Widely distributed throughout the creeks and coves that bass utilize for their spring patterns, hay grass typically grows in 3-6 feet of water. It’s hard to pinpoint why some regions seem to sprout more of this vegetation than others, but pockets that have hay grass tend to have it in abundance.

That being said, finding more productive areas is akin to locating sweet spots on a summer ledge. You could run into the occasional bite here and there, but whittling down to the most promising sections necessitates time management.

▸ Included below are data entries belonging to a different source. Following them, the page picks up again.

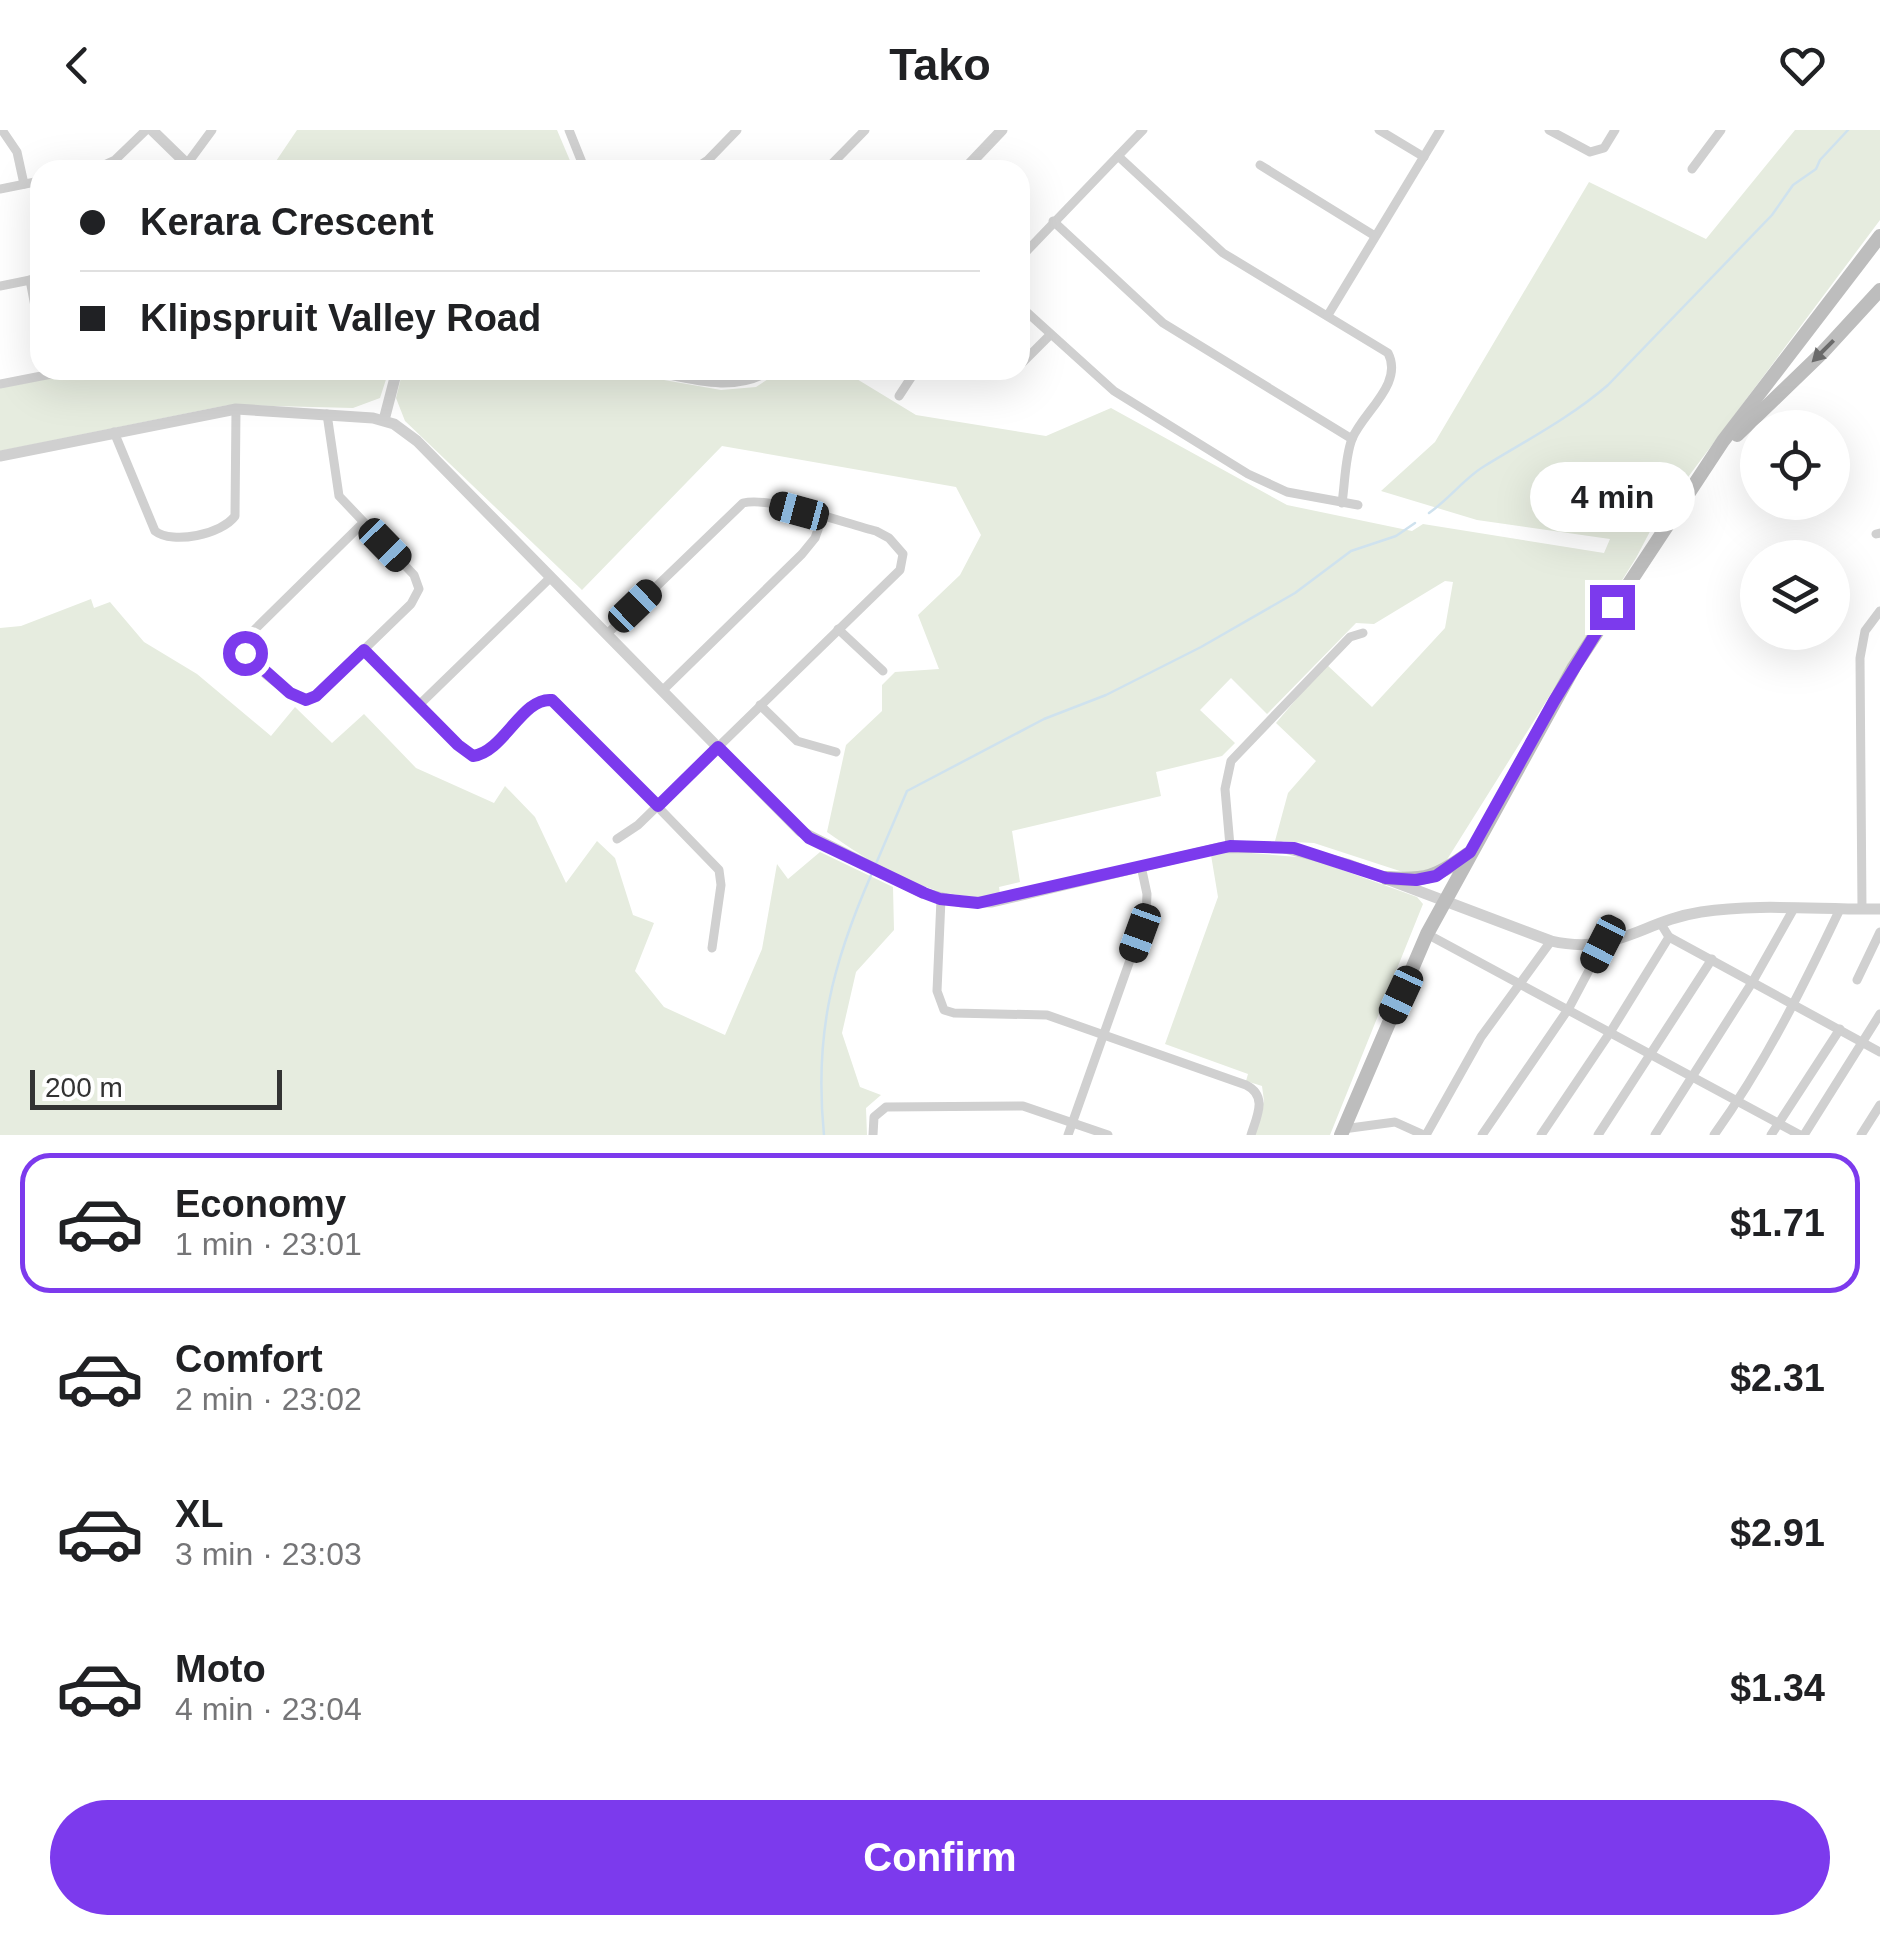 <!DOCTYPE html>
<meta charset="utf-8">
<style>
body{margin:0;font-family:Arial,sans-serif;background:#f6f6f6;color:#202124;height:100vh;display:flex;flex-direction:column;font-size:38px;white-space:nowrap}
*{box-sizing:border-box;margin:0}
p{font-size:32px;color:#757577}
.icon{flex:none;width:55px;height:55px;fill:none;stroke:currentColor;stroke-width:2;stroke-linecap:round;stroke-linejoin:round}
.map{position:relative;height:1005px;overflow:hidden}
.side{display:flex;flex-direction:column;background:#fff;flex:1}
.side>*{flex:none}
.hud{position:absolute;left:30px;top:30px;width:1000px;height:220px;border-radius:30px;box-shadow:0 10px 40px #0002;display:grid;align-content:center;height:220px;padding:0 50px;background:#fff}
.tools{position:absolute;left:1740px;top:280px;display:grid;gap:20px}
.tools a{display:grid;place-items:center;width:110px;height:110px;border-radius:50%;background:#fff;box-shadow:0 10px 40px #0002;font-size:50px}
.scale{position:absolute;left:30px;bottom:25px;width:252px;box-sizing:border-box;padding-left:10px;border:5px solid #333;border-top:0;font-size:28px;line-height:35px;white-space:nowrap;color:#333;-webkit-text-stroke:8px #fff;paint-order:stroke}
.end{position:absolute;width:45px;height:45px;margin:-22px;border:12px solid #7c3aed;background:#fff;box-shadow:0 0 0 5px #fff}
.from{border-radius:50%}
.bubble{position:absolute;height:70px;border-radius:35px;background:#fff;box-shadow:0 10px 40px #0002;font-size:32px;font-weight:800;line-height:70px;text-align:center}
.car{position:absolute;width:30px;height:60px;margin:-30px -15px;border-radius:12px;box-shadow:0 0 8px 2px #0007;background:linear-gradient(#222 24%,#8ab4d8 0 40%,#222 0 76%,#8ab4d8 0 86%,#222 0)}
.hud b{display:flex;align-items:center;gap:35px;height:95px;font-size:38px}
.hud b+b{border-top:2px solid #e0e0e0}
.hud i{width:25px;height:25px;background:#202124}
ul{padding:18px 0 0;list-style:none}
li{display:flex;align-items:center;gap:30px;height:140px;margin:0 20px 15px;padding:0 30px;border:5px solid transparent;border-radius:30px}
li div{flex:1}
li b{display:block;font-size:38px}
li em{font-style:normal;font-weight:800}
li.current{border-color:#7c3aed}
li>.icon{width:90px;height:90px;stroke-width:1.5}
.primary-button{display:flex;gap:20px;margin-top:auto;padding:20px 50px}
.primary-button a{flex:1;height:115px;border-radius:60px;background:#7c3aed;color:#fff;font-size:40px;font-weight:800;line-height:115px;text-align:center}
header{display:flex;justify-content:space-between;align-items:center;height:130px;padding:0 50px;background:#fff;font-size:45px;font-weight:800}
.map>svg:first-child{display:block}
</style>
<header><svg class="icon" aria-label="back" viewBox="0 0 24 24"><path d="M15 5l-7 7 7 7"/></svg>Tako<svg class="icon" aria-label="heart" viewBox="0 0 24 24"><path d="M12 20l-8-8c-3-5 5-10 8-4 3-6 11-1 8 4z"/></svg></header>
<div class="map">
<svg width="1880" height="1005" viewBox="0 0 1880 1005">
<rect width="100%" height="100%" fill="#fff"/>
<g fill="#e6ecdf">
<polygon points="297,0 557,0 574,40 270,40"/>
<path d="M1795 0H1880V90L1656 390 1636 428 1443 736 1409 744 1314 713 1275 711 1288 663 1316 631 1276 593 1326 534 1372 577 1445 498 1453 452 1445 451 1374 494 1356 493 1267 584 1231 548 1200 580 1235 613 1222 626 1156 642 1161 666 1012 701 1020 752 999 757 1000 764C940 777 874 735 827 702L846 615 882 581V555L895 542 939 539 918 485 960 445 981 405 956 357 722 316 582 460 405 291 396 268 403 240H607L721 260 756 257 782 240H842L916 285 1046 306 1111 278 1287 375 1412 401 1423 394 1604 423 1610 409 1477 390 1381 361 1435 312 1589 52 1706 109Z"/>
<polygon points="91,240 389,240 380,268 353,278 228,275 0,321 0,258"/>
<polygon points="91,469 94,478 110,472 144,512 197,544 271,606 295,577 332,613 364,584 416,638 494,673 505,656 535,687 566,753 597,711 615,728 633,785 654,793 635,841 664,877 725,905 762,819 777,734 788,749 820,722 893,757 894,800 856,842 842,903 860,957 881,965 866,978 867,1005 0,1005 0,498 21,496"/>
<polygon points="1239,722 1309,728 1417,767 1423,774 1330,1005 1254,1005 1264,971 1262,956 1246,951 1248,944 1165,914 1218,767 1211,725"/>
</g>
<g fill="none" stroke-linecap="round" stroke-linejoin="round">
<g stroke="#cfe2ee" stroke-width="2.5">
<path d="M1429 383C1449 369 1465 348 1483 337 1525 311 1570 288 1608 255L1772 85 1793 55 1816 39 1820 30 1848 0"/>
<polyline points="875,736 907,661 1044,589 1106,565 1201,517 1295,463 1351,421 1396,406 1415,393"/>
<path d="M824 1005C814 905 832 834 872 743"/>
</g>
<g stroke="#d0d0d0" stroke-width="9">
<polyline points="2,0 17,22 24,54"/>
<polyline points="569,0 585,40"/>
<polyline points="1379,0 1424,27"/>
<polyline points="1549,0 1590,22 1604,18 1615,0"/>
<path d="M1118 26 1223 123 1388 223C1404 254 1363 282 1352 309 1345 327 1345 353 1342 373"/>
<polyline points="187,34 212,0"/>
<polyline points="1260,35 1375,106"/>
<polyline points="1692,39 1721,0"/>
<polyline points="93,40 115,30 146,0"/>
<polyline points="693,40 708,30 737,0"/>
<polyline points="826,40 865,0"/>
<polyline points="0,59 40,51"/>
<polyline points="1053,91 1163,193 1352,309"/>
<polyline points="1020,128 1143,0"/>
<polyline points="30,150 40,203"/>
<polyline points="0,156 40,148"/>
<polyline points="1020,176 1114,261 1248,344 1287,362 1358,375"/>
<polyline points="1328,185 1440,0"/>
<polyline points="1020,235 1050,205"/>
<polyline points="0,254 72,240"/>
<polyline points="899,266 916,240"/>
<path d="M327 284 339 366 414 445 419 459 411 474 316 566 306 570 296 567C279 555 242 532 245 509L363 393"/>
<path d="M114 302 155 401C173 415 222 404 235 386L236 279"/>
<polyline points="1876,404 1880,403"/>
<polyline points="838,499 883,541"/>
<path d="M607 504 743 373C771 366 844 393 876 401L889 408 903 424 900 440 638 695 617 709"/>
<path d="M364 520 457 615 473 625C505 622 517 577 548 569L556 572 719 740 721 755 712 818"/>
<polyline points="662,561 802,424 815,408 822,388"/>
<polyline points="419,575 551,447"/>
<polyline points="760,575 797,611 836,622"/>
<polyline points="1230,716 1225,659 1231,631 1350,507 1363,503"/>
<path d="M941 769 937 861 944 880 954 883 1047 885 1246 955C1268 966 1257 986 1251 1005"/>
<polyline points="1862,779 1860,528 1865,501 1880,481"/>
<polyline points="1427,804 1800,1005"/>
<polyline points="1669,807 1880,922"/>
<polyline points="1857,850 1880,802"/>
<polyline points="1343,999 1395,992 1424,1005"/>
<polyline points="873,1005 874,987 886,977 1023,976 1108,1005"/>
<polyline points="1068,1005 1146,785 1147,764 1141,736"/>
<polyline points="1426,1005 1481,907 1551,811"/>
<polyline points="1482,1005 1569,878 1603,814"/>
<polyline points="1541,1005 1611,901 1669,807 1661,794"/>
<polyline points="1598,1005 1712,829"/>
<polyline points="1655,1005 1753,851 1793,780"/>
<path d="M1714 1005C1765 934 1803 857 1840 779"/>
<polyline points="1771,1005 1840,899"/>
<polyline points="1804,1005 1880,884"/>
<polyline points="1861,1005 1880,975"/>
</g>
<g stroke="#d0d0d0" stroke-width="11">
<polyline points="152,0 193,40"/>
<polyline points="964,40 1002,0"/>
<path d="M649 240C688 247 732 263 769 240"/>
<polyline points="384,290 397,240"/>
<path d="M0 326 236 279 373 288 394 294 417 311 800 701 923 763 961 772H992L1219 718 1281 717 1347 734 1551 811C1616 826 1642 791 1701 782 1759 773 1821 780 1880 779"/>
</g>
<g stroke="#bdbdbd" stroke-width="14">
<polyline points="1737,305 1822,223 1880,160"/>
<path d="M1386 748C1426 751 1436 747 1468 724"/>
<polyline points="1341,1005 1427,804 1574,537 1723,311 1880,106"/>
</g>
</g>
<defs><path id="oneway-solid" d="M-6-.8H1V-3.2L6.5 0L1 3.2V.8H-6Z" transform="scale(2.5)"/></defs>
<use fill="#6a6a6a" href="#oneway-solid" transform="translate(1823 221) rotate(135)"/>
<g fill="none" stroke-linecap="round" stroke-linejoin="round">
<path stroke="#7c3aed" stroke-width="12" d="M245 523 290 563 306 570 316 566 364 520 458 615 473 626C504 622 522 567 552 570L658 676 718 617 809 708 924 763 940 769 978 773 1230 716 1294 718 1386 748 1416 750 1436 746 1470 722 1554 571 1612 477"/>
</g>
</svg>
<div class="tools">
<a><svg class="icon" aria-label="locate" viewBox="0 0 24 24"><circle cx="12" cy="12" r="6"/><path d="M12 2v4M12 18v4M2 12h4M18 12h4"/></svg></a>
<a><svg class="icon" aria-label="layers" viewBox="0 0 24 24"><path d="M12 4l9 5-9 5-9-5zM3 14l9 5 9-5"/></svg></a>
</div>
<div class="scale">200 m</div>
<i class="end from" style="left:245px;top:523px"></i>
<i class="end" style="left:1612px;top:477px"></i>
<div class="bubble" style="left:1530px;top:332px;width:165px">4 min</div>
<i class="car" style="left:799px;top:381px;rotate:285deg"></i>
<i class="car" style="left:385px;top:415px;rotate:136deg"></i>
<i class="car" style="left:635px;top:476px;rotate:46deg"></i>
<i class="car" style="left:1140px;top:803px;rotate:200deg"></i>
<i class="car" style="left:1603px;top:814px;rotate:207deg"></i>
<i class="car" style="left:1401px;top:865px;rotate:205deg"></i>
<div class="hud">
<b><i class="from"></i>Kerara Crescent</b>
<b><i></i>Klipspruit Valley Road</b>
</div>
</div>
<section class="side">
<ul>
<li class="current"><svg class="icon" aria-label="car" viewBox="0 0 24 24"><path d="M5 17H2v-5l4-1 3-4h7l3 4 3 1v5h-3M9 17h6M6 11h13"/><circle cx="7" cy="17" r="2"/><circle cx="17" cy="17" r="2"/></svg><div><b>Economy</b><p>1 min · 23:01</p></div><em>$1.71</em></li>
<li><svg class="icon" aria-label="car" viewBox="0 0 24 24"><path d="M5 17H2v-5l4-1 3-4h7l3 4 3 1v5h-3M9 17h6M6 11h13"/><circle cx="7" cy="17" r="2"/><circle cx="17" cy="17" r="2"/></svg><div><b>Comfort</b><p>2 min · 23:02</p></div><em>$2.31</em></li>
<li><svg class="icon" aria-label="car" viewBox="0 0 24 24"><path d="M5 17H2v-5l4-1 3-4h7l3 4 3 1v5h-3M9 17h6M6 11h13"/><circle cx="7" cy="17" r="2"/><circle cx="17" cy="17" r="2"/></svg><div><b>XL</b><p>3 min · 23:03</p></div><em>$2.91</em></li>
<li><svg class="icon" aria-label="car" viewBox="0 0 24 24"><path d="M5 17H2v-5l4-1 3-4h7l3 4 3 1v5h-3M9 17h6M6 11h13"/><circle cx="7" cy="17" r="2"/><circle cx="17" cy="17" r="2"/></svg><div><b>Moto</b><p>4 min · 23:04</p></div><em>$1.34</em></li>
</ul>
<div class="primary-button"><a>Confirm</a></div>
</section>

“During the post spawn, I prefer hay grass that’s toward the main lake and not way back in a creek,” Gleason said. “It just seems like, as the water warms up in the backs of creeks, they get a little stagnant. So I like to be more toward the main lake where there’s more wind to keep the water cooler and oxygenated.”

It’s also important to narrow down the right spots within the hay. The grass often sprouts in and around buck brush, so this overlapping cover bodes well for bass, especially on sunny days. 

Lebrun likes to see cypress trees adjacent to his hay, as this habitat feature can create interior lanes where bass often feed during the day’s early hours.

“If I was going down the lake and saw a stretch of hay grass that was 700 yards long, I would be drawn to wherever the points are,” Gleason said. “This just helps break it down for the angler.”



Hit ‘Em Hard: LeBrun likes to punch his hay grass with a V&M Wild Thang Craw. He wants that reaction bite, so he’ll go as heavy as 1 1/2-ounce weights, so he doesn’t have to wiggle a bait through the stubborn hay.

Walk the Line: During the first couple of morning hours, LeBrun works a frog through the open lanes between the hay and the bank, or between grass and cypress trees. Once sunlight intensifies, the fish will tuck into the cover, so capitalizing on this early perimeter feeding can kick start the day.

Chug It Up: Walking frogs will irritate those fry guarders, but a noisy, threatening popper (frog or hard bait) will send them into full-on kill mode.

Rude Intrusion: During shad spawns, and subsequent bream bedding, Gleason likes spinnerbaits and swim jigs. He’ll adjust bait colors to fit the respective forage and tailor his presentations to the mood of the moment.

“I’ll usually use the swim jig or the spinnerbait on the outside edge of the hay grass when it’s a little windy and I’ll work it higher in the water column when the fish are aggressive,” he said. “I’ll go to a topwater on more of a calm, still kind of day when you really want to get in there and work close to the edge.”

You’ll also dial up some post spawn action by tracing the hay grass perimeter with a Carolina rig. Everything from Senkos to Brush Hogs appeal to these transitioning bass, but Gleason notes that a Zoom Fluke can be a real sleeper in this application.

He likes a green pumpkin bait with the tail dyed chartreuse.

Lastly, don’t hesitate to go big and bold with an umbrella rig. These fish are in the mood to chew and heaving the weedless rigged version of the kitchen sink a few times can help you locate a bunch of bass in a hurry.